◆ **WHAT YOU HAVE TO DO**
If a line in the records below contains the word "inset", return that line.

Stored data
──────────

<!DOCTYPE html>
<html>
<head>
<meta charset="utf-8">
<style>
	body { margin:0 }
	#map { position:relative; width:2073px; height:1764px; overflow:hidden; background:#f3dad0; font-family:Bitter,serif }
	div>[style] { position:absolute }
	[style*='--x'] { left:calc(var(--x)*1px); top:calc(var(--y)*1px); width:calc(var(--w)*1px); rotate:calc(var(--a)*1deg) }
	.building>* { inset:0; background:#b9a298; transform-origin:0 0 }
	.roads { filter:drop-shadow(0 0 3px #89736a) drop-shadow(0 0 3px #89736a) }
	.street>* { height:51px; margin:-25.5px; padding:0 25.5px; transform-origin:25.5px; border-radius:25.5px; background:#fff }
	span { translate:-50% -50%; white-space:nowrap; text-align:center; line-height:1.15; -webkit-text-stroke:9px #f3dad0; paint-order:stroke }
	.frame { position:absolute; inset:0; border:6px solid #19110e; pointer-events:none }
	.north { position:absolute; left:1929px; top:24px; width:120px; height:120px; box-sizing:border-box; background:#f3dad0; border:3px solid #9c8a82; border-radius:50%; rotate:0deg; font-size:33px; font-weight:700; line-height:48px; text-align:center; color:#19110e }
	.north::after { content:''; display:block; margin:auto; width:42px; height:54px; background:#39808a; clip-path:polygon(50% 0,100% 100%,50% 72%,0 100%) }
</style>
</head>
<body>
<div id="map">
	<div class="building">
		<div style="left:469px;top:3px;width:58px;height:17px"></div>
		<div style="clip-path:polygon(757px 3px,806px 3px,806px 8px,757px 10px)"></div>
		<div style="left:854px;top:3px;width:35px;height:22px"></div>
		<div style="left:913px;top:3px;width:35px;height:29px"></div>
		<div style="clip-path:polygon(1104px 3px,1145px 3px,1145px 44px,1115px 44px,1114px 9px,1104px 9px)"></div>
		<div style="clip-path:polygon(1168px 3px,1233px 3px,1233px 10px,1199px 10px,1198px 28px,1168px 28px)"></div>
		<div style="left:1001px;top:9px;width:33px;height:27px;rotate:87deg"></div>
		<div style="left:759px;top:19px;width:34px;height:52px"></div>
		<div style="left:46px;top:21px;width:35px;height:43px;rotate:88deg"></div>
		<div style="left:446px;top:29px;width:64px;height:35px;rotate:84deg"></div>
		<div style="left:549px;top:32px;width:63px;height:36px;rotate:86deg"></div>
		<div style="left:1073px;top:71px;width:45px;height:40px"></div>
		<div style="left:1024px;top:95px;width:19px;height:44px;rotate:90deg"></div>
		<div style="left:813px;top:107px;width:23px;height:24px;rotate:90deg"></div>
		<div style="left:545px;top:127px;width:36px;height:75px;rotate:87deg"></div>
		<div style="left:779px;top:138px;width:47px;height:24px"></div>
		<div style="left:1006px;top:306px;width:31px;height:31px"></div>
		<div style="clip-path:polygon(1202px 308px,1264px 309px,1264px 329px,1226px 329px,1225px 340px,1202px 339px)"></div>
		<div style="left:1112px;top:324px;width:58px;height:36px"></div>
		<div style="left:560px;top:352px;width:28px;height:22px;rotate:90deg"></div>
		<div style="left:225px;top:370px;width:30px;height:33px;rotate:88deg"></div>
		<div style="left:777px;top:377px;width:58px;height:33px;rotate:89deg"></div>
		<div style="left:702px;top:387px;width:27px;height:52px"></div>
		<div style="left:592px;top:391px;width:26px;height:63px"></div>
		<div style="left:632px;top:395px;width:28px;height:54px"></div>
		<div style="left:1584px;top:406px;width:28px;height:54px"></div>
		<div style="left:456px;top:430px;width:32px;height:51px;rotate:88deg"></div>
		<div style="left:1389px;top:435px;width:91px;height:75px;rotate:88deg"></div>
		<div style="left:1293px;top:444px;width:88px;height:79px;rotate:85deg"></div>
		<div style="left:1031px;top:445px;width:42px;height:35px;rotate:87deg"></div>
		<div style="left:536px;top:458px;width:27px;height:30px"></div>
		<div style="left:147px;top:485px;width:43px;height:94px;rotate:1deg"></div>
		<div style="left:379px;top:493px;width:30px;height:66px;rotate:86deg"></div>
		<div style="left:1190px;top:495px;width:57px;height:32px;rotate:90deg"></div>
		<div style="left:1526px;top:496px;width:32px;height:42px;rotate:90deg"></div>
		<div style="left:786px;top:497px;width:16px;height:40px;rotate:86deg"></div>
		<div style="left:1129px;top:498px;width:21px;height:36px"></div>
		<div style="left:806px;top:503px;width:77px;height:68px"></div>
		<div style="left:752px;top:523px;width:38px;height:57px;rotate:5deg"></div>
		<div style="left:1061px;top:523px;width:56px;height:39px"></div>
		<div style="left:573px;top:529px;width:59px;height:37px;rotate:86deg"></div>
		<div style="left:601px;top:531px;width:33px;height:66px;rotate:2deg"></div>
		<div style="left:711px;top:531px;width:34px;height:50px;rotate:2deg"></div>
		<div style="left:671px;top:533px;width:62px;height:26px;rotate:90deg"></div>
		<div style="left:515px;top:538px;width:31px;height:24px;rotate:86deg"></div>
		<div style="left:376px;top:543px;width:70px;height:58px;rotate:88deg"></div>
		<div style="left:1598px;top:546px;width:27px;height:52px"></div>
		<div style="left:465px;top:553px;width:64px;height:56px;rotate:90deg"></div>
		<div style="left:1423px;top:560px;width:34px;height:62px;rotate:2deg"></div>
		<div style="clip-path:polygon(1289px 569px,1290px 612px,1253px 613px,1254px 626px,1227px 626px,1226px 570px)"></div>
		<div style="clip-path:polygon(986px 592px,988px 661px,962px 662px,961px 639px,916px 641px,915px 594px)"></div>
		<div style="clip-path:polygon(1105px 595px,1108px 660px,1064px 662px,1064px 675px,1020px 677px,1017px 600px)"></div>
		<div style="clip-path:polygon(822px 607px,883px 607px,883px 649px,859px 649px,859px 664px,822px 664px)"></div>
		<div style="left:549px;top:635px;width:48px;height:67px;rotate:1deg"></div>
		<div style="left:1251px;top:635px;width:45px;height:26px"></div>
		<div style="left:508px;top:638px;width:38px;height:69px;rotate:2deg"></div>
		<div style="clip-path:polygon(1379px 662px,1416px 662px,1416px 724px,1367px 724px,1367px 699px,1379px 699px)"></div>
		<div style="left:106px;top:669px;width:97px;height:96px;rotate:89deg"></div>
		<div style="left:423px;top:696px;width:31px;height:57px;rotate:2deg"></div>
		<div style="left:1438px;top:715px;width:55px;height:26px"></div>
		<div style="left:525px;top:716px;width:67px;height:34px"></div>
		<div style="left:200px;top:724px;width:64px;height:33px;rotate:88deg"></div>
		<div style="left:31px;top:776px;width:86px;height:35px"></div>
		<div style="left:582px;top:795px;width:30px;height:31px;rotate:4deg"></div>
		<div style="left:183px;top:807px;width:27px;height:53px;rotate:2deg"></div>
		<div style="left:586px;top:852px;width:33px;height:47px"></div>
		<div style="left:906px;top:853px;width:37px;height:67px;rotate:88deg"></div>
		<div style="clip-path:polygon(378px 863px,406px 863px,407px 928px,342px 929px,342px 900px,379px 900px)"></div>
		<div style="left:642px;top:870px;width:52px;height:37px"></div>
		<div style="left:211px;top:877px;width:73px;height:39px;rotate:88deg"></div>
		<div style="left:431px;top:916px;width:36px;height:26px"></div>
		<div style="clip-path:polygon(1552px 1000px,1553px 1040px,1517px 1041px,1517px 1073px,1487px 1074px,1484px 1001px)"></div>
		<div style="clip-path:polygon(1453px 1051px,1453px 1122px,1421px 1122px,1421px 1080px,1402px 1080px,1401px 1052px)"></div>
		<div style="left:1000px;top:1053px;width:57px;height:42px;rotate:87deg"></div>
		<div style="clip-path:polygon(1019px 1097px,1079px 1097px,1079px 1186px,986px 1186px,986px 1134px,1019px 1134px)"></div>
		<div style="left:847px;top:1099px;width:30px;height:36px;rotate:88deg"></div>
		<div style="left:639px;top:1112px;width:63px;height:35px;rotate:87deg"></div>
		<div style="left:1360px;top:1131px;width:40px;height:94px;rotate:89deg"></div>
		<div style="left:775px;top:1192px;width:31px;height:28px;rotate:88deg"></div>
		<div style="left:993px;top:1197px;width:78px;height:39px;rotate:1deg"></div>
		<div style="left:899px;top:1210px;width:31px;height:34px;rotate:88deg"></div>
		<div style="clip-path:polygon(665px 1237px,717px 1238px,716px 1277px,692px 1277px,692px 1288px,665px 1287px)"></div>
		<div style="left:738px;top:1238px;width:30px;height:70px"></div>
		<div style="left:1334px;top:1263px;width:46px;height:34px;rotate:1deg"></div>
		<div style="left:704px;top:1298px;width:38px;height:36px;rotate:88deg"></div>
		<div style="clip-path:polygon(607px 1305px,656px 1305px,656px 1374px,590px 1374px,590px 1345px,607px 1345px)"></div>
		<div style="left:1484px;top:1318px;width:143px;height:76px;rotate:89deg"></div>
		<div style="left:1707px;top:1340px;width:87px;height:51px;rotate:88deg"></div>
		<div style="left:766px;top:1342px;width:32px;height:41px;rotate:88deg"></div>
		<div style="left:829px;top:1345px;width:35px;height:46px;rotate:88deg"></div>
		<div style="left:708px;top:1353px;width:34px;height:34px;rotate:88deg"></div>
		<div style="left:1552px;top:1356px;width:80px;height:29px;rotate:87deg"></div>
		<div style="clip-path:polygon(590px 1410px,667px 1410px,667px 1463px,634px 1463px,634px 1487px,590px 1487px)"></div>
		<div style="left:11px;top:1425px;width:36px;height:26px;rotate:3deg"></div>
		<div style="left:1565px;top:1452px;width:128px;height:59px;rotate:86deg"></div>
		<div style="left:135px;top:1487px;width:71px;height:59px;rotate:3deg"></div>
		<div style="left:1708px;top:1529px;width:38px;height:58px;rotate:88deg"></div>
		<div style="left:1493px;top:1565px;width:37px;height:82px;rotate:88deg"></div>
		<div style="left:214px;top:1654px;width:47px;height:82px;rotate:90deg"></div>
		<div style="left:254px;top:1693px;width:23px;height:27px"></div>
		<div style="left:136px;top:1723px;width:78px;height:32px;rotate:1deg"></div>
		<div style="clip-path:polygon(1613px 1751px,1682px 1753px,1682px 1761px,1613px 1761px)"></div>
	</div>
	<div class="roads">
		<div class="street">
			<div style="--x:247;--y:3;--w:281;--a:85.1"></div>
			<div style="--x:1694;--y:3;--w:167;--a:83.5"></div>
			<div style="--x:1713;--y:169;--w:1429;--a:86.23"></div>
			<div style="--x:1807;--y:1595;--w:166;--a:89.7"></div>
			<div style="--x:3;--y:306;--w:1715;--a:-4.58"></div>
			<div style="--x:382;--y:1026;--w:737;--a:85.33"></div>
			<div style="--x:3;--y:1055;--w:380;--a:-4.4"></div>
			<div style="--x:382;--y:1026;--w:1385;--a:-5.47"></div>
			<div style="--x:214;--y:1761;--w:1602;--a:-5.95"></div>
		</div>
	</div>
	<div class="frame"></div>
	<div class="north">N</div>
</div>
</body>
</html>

──────────

◆ **FINISHED TASK**
	.building>* { inset:0; background:#b9a298; transform-origin:0 0 }
	.frame { position:absolute; inset:0; border:6px solid #19110e; pointer-events:none }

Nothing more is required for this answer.